» The task
Look through the listing and locate every line containing the word "body"; copy those lines.

##### Excerpted data

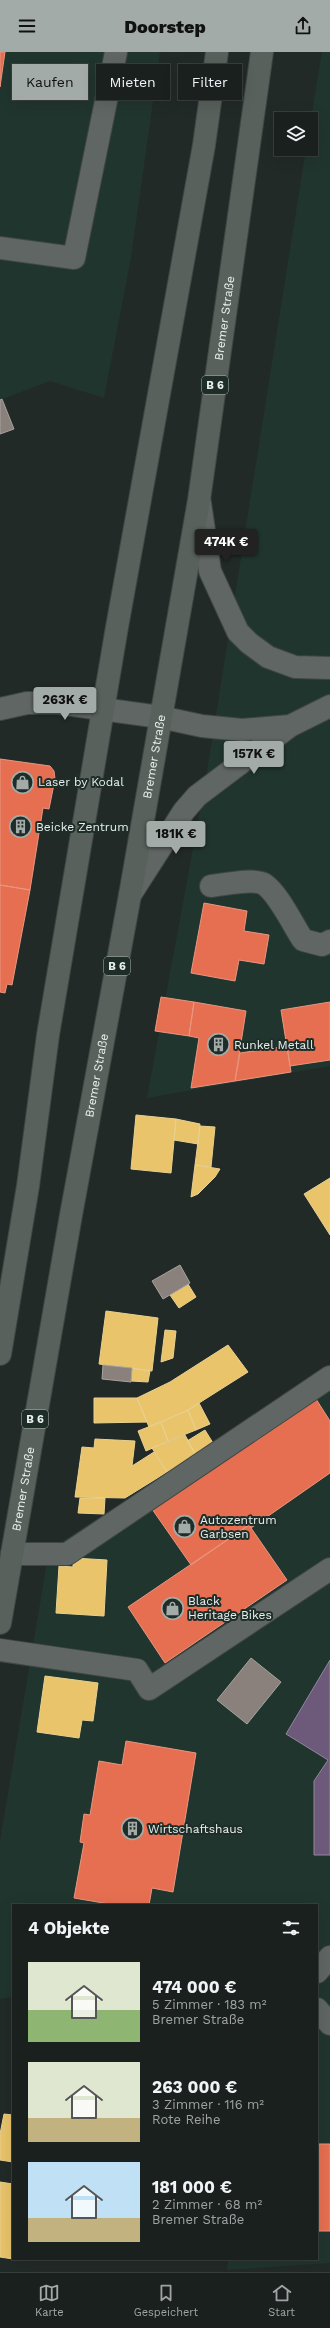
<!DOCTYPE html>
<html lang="de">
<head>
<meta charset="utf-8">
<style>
	:root { --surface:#1a201e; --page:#232827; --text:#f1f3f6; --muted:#9fa3a4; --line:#383e3c; --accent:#a2aba8 }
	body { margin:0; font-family:"Work Sans",sans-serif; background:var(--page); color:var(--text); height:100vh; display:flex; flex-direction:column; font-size:15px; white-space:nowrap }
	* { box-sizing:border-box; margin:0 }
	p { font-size:13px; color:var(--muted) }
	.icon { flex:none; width:22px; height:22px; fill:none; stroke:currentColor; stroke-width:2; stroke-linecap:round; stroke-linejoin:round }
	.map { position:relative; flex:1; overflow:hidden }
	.panel { position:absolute; left:12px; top:1852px; width:306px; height:356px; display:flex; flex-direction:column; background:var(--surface); border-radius:0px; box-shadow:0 4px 16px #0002,0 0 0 1px var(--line) }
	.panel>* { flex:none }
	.banner { position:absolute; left:12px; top:12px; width:306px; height:36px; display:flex; gap:8px }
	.buttons { position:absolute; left:274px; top:60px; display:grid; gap:8px }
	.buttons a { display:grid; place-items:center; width:44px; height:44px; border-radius:0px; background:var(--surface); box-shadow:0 4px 16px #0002,0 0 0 1px var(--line); font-size:20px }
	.price { position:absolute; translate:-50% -34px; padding:0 9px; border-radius:4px; background:var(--accent); color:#111; font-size:13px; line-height:26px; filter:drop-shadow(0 1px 2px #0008) }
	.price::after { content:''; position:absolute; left:50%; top:24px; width:12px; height:9px; margin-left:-6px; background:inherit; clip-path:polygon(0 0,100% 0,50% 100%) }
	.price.on { background:#222; color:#fff }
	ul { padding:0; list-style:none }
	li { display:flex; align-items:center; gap:12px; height:100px; padding:0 16px }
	li span { display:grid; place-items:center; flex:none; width:112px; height:80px; border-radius:0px; color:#555 }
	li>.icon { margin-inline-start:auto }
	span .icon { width:48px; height:48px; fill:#fffc; stroke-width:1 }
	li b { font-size:17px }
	h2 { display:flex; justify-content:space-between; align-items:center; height:48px; padding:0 16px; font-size:17px }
	.chip { padding:0 14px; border-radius:0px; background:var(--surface); box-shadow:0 4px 16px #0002,0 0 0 1px var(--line); font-size:14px; line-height:36px }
	.chip.on { background:var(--accent); color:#111 }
	header { display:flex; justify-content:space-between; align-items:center; height:52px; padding:0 16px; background:var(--accent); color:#111; font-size:18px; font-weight:800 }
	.tabs { display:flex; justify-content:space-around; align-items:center; height:56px; border-top:1px solid var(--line); background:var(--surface); font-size:11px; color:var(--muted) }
	.tabs a { display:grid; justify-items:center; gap:2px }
	.tabs .on { color:var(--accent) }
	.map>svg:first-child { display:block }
	.built { fill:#21352f }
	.homes { fill:#e9c46a; stroke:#e8d191 }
	.shops { fill:#e76f51; stroke:#e79680 }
	.offices { fill:#6d597a; stroke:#92869c }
	.industry { fill:#8a817c; stroke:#a6a29e }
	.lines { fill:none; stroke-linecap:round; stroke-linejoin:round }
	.minor-casing { stroke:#404645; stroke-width:24 }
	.major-casing { stroke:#404645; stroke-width:24 }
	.minor { stroke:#5f6664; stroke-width:22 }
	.major { stroke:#58615b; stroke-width:22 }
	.labels { text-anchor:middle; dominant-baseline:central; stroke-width:4; stroke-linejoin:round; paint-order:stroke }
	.shield { fill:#1f2d29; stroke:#abb6b2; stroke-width:1 }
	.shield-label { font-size:11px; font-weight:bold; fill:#e7f0ed }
	.street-label { font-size:12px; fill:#e7f0ed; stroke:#1f2d29 }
	.poi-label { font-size:12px; fill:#e7f0ed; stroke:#1f2d29; text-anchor:start }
</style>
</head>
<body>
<header><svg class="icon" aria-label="menu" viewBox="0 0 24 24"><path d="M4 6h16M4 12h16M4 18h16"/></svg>Doorstep<svg class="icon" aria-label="share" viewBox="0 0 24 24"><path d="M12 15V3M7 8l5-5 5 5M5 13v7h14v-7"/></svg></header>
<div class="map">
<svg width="330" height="2220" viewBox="0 0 330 2220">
	<rect width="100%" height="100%" fill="#222a28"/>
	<!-- built -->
	<path class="built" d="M0,0H160L131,205L104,346L50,329L0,348Z
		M322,0H330V1014L147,1046L206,726L306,97H311V67Z
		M330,1313V2211L227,2218L228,2207H317V1853H13V1945L0,1947V1789L49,1498L104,1462L193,1408Z"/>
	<!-- homes -->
	<path class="homes" d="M136,1063L176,1067L171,1121L131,1117Z
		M176,1067L200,1072L198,1092L174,1088Z
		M200,1074L215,1075L211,1115L195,1113Z
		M195,1113L220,1117L215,1125L198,1142L191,1145Z
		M330,1126V1183L304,1142Z
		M188,1232L196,1245L179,1256L170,1243Z
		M106,1259L158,1266L152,1319L99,1312Z
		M165,1278L176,1279L173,1306L161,1310Z
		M228,1293L248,1320L188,1358L149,1375L137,1346L170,1330Z
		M132,1316L150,1319L148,1330L131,1329Z
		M94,1346H137L147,1370L94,1371Z
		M199,1351L210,1372L196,1378L188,1358Z
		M188,1358L196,1378L168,1389L161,1370Z
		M161,1370L168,1389L146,1399L138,1379Z
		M205,1378L213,1391L196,1403L187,1389Z
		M185,1383L196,1403L167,1420L152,1396Z
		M95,1387L135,1389L132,1414L154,1400L167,1420L125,1446L75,1445L82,1395L94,1396Z
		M80,1446H105L104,1462L78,1461Z
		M73,1506L107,1508L104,1564L56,1561L59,1514L73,1515Z
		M45,1624L98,1631L93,1669L82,1668L79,1686L37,1680Z
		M4,2062L13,2063V2110L0,2108V2082Z
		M0,2130L13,2132V2207L0,2205Z"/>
	<!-- shops -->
	<path class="shops" d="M0,0H5L0,35Z
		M0,707L50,714L54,719L55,727L49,757L43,756L30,838L0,833Z
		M0,833L30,838L12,933L7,932L5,941L0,940Z
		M204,851L247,859L244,879L269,883L264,912L239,908L235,929L191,921Z
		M161,945L194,950L189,984L155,979Z
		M194,950L246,959L235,1029L191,1036L199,986L189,984Z
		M330,950V1008L290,1014L281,958Z
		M287,994L291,1020L235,1029L240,1001Z
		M316,1347L330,1369V1421L251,1476L249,1473L191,1513L152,1457Z
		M249,1473L287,1528L165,1611L128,1555Z
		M126,1689L196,1701L173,1840L152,1836L149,1853H115L74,1846L84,1791L80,1790L84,1762L90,1763L99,1709L122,1713Z
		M317,2092H330V2179H317Z"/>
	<!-- offices -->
	<path class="offices" d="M330,1608V1803H314V1729L328,1708L286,1682Z"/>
	<!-- industry -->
	<path class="industry" d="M2,347L14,377L0,382V348Z
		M180,1213L190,1231L163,1247L152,1229Z
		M103,1313L132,1316L131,1330L102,1327Z
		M251,1606L281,1630L247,1672L217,1648Z"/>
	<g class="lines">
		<defs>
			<path id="minor" d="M0,196L74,206L116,0
				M200,451L210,519L238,580L249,591L268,605L295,615L330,616
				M0,657L27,651H58L160,665L202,674L242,678L290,674L330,654
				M211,834C223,833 253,826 264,832C278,841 293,873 303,888L322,893L330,889
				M130,843L184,759L197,744L290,674
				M12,1502H67L330,1325
				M0,1598L137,1618L149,1637L330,1517
				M317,1920L330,1905
				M317,1957L330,1972"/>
			<g id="major">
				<path d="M0,1302L28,1134L48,983L117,575L204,93L217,0"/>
				<path id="s1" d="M0,1571L71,1163L130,843L199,448L262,0"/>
			</g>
		</defs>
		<!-- minor casing -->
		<use href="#minor" class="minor-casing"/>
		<!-- major casing -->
		<use href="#major" class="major-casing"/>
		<!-- minor -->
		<use href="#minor" class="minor"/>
		<!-- major -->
		<use href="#major" class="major"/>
	</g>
	<!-- icons -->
	<defs>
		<symbol id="shop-ring" viewBox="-11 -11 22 22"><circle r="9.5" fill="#1f2d29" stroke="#a2aba8" stroke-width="1.5"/><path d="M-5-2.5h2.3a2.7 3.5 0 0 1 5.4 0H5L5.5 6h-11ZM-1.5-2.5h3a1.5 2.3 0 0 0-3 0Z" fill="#a2aba8"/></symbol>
		<symbol id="building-ring" viewBox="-11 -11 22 22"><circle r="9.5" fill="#1f2d29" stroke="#a2aba8" stroke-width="1.5"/><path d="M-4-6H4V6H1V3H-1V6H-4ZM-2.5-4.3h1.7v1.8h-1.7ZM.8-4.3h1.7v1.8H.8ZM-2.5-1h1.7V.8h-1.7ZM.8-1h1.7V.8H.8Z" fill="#a2aba8"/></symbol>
	</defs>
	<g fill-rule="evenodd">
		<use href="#shop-ring" x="10" y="718" width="25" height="25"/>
		<use href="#building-ring" x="8" y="762" width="25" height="25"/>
		<use href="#building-ring" x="206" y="980" width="25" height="25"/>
		<use href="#shop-ring" x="172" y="1462" width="25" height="25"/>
		<use href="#shop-ring" x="160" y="1544" width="25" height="25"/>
		<use href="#building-ring" x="120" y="1764" width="25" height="25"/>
	</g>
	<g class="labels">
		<!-- shield labels -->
		<g class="shield">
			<rect x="202" y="324" width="26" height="18" rx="3"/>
			<rect x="104" y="905" width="26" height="18" rx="3"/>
			<rect x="22" y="1358" width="26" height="18" rx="3"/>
		</g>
		<g class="shield-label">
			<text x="215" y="333">B 6</text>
			<text x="117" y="914">B 6</text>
			<text x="35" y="1367">B 6</text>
		</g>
		<!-- street labels -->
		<g class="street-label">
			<text stroke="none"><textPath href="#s1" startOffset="1324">Bremer Straße</textPath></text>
			<text stroke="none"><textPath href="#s1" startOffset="880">Bremer Straße</textPath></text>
			<text stroke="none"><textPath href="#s1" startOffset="556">Bremer Straße</textPath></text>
			<text stroke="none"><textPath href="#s1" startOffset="136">Bremer Straße</textPath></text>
		</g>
		<!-- poi labels -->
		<g class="poi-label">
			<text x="38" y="730">Laser by Kodal</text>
			<text x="36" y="775">Beicke Zentrum</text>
			<text x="234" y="993">Runkel Metall</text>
			<text x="200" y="1468">Autozentrum<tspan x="200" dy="14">Garbsen</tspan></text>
			<text x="188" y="1549">Black<tspan x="188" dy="14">Heritage Bikes</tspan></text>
			<text x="148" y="1777">Wirtschaftshaus</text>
		</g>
	</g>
</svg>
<div class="buttons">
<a><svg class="icon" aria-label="layers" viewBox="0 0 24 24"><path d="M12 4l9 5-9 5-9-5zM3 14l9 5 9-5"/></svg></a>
</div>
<b class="price on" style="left:226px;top:511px">474K €</b>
<b class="price" style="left:65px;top:669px">263K €</b>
<b class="price" style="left:254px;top:723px">157K €</b>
<b class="price" style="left:176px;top:803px">181K €</b>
<div class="banner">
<a class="chip on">Kaufen</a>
<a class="chip">Mieten</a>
<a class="chip">Filter</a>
</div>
<section class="panel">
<h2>4 Objekte<svg class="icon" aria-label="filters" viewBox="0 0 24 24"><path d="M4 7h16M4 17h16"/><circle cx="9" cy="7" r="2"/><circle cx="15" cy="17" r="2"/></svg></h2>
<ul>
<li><span style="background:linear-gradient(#dfe7d0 60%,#8fb573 0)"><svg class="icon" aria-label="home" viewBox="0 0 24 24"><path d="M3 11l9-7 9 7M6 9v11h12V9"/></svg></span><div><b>474 000 €</b><p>5 Zimmer · 183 m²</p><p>Bremer Straße</p></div></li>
<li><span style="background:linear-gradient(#dfe7d0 70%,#c2b280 0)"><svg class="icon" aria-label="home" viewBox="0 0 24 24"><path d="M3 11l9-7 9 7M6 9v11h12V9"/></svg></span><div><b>263 000 €</b><p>3 Zimmer · 116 m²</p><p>Rote Reihe</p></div></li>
<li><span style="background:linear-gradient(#bfe0f5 70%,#c2b280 0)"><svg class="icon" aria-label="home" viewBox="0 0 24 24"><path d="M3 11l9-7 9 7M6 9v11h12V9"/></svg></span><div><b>181 000 €</b><p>2 Zimmer · 68 m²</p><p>Bremer Straße</p></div></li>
</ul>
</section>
</div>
<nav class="tabs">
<a class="on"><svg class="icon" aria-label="map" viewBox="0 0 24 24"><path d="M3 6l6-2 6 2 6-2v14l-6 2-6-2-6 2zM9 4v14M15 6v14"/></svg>Karte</a>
<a><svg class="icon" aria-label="saved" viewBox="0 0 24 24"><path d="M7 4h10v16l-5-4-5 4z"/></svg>Gespeichert</a>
<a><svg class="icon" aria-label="home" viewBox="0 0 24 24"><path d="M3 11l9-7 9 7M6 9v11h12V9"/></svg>Start</a>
</nav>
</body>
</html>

##########

» Exercise solution
	body { margin:0; font-family:"Work Sans",sans-serif; background:var(--page); color:var(--text); height:100vh; display:flex; flex-direction:column; font-size:15px; white-space:nowrap }
<body>
</body>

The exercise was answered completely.